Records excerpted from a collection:
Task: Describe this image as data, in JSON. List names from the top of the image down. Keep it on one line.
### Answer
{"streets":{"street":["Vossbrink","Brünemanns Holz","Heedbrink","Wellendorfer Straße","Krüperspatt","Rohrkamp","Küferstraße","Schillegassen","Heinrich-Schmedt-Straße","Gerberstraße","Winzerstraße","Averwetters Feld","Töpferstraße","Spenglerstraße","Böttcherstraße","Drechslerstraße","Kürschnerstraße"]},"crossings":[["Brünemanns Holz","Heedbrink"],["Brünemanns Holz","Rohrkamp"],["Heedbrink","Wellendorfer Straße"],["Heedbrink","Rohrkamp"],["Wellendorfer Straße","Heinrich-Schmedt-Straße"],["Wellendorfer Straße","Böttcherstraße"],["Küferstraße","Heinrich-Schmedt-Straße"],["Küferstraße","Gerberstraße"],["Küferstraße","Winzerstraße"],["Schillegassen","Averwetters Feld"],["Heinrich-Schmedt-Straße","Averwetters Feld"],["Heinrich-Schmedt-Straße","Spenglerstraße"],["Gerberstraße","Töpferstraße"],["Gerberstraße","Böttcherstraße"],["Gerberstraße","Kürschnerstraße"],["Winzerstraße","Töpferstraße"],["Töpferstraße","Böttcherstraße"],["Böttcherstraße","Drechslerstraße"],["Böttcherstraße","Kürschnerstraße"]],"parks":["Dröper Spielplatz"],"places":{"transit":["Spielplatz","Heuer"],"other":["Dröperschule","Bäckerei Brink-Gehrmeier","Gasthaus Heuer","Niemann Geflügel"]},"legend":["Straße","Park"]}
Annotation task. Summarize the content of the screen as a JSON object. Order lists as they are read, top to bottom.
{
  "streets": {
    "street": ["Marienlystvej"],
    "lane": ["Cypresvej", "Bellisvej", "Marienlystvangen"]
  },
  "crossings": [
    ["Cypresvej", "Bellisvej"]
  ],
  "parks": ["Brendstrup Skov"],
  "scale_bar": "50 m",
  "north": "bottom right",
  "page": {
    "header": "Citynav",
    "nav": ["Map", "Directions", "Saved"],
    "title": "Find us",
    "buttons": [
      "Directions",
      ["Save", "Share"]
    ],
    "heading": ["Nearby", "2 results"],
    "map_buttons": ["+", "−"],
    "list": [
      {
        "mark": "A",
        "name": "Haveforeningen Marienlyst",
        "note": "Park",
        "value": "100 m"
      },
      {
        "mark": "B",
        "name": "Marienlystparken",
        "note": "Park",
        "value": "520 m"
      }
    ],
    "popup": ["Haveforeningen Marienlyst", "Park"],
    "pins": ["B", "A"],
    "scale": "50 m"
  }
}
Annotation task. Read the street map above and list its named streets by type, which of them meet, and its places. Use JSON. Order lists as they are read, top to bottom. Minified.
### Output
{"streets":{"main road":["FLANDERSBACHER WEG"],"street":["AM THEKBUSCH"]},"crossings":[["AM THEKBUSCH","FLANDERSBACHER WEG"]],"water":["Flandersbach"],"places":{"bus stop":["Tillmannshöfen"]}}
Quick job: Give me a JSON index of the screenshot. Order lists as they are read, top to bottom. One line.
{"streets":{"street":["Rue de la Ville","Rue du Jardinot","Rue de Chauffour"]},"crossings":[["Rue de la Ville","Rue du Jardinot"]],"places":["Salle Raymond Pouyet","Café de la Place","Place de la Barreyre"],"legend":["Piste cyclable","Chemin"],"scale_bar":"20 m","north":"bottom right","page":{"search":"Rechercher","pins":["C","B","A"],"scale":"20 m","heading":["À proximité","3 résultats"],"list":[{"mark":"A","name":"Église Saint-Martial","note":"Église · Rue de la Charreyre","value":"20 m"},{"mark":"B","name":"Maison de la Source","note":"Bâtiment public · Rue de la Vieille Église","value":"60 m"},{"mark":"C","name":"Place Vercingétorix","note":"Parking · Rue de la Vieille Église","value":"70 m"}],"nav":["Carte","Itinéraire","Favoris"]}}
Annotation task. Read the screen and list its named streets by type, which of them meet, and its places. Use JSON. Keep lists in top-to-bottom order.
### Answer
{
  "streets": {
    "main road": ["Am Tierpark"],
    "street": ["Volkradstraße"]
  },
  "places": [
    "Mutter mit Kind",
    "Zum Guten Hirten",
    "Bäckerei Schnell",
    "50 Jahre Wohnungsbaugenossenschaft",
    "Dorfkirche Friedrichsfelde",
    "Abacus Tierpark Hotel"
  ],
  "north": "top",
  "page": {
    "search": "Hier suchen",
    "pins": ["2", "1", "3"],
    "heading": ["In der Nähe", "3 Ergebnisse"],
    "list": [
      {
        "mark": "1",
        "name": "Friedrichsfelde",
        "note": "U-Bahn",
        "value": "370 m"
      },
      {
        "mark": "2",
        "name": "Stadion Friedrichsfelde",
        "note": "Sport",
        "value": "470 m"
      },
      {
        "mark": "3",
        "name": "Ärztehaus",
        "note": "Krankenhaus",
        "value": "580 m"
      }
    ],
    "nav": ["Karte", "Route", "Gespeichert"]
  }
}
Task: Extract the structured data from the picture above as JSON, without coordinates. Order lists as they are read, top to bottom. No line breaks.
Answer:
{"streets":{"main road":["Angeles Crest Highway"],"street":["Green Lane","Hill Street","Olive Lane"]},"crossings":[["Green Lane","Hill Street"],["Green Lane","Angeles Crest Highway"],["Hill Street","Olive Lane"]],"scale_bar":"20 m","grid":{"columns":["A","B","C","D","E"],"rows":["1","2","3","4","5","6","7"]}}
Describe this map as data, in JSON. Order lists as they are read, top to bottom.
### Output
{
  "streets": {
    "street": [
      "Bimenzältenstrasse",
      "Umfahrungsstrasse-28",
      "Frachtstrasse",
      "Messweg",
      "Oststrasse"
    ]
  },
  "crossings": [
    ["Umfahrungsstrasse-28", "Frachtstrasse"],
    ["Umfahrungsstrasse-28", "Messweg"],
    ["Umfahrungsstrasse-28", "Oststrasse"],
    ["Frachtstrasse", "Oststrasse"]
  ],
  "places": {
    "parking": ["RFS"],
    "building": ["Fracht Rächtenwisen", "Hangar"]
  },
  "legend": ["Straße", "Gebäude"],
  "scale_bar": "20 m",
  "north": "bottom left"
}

-- Exercise directions --
Of all the lines in the data above, show only those that hold the word "which".

-- Solved exercise --
Annotation task. Read the street map above and list its named streets by type, which of them meet, and its places. Use JSON. Order lists as they are read, top to bottom. Minified.
Annotation task. Read the screen and list its named streets by type, which of them meet, and its places. Use JSON. Keep lists in top-to-bottom order.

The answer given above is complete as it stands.